Robust price bounds for the forward starting straddle

TL;DR

This paper derives explicit model-independent lower bounds for the price of a forward starting straddle using observed call prices, providing a robust hedging strategy without assuming specific underlying models.

Contribution

It introduces a novel approach to compute explicit bounds and semi-static subhedges for forward starting options based solely on marginal laws from call prices.

Findings

Explicit coupling minimizing the option price derived

Semi-static subhedge characterized explicitly

Bounds applicable under minimal assumptions on laws

Abstract

In this article we consider the problem of giving a robust, model-independent, lower bound on the price of a forward starting straddle with payoff $|F_{T_1} - F_{T_0}|$ where $0<T_0<T_1$. Rather than assuming a model for the underlying forward price $(F_t)_{t \geq 0}$, we assume that call prices for maturities $T_0<T_1$ are given and hence that the marginal laws of the underlying are known.
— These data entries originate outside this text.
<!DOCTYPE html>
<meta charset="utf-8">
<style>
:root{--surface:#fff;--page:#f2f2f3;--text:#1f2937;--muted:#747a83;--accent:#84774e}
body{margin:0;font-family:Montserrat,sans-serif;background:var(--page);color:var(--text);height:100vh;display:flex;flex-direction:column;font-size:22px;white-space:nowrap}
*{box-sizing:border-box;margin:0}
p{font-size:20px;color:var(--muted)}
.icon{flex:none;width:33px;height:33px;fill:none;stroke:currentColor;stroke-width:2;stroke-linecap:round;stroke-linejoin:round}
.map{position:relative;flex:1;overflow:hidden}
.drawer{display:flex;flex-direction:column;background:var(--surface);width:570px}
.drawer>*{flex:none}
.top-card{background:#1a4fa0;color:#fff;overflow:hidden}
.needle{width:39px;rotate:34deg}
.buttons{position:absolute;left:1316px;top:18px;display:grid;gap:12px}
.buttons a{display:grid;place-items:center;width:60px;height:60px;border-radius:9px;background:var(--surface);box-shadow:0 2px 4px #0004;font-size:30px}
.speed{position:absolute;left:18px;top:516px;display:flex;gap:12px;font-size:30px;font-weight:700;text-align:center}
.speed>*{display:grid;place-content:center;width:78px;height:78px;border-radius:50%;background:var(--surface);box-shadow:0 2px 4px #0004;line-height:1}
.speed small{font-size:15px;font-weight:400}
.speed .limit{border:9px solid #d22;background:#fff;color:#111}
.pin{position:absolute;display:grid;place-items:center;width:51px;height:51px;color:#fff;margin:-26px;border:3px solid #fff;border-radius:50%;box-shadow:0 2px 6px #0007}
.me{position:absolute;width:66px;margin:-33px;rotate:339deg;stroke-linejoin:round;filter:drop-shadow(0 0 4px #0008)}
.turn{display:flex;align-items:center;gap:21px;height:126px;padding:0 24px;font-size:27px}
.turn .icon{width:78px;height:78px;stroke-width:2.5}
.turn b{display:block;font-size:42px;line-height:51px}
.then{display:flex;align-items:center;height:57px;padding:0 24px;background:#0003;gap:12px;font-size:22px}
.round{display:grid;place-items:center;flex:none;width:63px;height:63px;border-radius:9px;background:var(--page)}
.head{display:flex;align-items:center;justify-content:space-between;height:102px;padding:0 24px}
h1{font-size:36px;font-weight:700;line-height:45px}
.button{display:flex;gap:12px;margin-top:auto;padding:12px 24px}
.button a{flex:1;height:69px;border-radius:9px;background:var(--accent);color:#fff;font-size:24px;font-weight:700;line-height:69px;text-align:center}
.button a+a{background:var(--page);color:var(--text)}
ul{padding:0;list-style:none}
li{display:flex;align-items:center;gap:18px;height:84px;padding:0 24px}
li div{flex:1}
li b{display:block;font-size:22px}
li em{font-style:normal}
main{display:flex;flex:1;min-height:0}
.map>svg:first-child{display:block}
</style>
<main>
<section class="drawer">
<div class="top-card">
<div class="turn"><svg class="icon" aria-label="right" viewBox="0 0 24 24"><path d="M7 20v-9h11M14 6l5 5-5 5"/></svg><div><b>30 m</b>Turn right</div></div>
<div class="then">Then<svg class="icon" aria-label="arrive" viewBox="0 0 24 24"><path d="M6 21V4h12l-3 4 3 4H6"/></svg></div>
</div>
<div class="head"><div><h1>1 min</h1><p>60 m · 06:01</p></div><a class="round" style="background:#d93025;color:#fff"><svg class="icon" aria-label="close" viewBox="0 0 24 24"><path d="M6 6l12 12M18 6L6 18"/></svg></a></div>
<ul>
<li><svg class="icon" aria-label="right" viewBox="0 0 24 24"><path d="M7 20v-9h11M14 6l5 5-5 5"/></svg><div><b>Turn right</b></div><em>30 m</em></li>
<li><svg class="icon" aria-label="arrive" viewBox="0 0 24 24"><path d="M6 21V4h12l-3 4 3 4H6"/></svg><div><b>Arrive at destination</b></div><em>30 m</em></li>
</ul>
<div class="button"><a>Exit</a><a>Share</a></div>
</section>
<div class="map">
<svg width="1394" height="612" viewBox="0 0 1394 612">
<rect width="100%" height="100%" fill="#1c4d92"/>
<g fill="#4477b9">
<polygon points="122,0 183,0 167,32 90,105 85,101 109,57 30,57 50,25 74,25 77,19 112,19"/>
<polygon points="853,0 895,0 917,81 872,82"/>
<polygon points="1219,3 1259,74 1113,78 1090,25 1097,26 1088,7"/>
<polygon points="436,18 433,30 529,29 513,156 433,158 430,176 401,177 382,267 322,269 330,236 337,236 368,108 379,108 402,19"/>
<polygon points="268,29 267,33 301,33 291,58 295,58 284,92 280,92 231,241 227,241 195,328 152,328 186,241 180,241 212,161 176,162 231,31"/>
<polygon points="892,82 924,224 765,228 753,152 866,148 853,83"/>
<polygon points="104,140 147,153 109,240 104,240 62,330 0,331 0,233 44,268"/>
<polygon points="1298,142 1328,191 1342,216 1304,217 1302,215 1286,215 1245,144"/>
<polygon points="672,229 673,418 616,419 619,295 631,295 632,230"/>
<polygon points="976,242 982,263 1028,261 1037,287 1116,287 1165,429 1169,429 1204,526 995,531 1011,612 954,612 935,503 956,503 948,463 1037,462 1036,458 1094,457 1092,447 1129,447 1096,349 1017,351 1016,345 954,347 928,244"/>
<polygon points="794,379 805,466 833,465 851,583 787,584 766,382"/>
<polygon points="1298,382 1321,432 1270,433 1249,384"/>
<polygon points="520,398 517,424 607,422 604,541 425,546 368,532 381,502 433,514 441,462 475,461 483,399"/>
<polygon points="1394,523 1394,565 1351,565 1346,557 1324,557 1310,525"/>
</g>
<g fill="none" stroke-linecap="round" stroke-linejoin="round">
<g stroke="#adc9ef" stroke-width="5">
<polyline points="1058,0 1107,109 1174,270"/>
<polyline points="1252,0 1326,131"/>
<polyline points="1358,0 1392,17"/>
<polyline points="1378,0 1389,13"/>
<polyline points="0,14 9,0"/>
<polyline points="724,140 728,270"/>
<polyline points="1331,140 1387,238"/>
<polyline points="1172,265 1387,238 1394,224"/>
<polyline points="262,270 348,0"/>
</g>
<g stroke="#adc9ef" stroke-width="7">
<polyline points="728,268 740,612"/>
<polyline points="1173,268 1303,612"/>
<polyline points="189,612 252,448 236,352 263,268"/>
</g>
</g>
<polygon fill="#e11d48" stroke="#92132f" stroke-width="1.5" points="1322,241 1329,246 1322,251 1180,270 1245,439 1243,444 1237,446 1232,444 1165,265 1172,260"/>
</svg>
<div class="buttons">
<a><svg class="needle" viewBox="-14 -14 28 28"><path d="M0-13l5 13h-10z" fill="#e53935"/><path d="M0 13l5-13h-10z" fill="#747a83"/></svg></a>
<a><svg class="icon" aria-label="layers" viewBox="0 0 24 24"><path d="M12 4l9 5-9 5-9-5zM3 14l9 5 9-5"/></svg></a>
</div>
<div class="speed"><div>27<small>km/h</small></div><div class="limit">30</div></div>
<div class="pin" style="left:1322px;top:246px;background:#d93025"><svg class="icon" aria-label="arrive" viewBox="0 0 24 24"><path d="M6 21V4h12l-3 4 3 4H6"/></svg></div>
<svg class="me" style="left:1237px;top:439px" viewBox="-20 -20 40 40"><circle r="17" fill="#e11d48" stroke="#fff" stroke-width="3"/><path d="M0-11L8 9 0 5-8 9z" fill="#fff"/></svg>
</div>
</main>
The primal problem is to find the model which is consistent with the observed call prices, and for which the price of the forward starting straddle is minimised. The dual problem is to find the cheapest semi-static subhedge. Under an assumption on the supports of the marginal laws, but no assumption that the laws are atom-free or in any other way regular, we derive explicit expressions for the coupling which minimises the price of the option, and the form of the semi-static subhedge.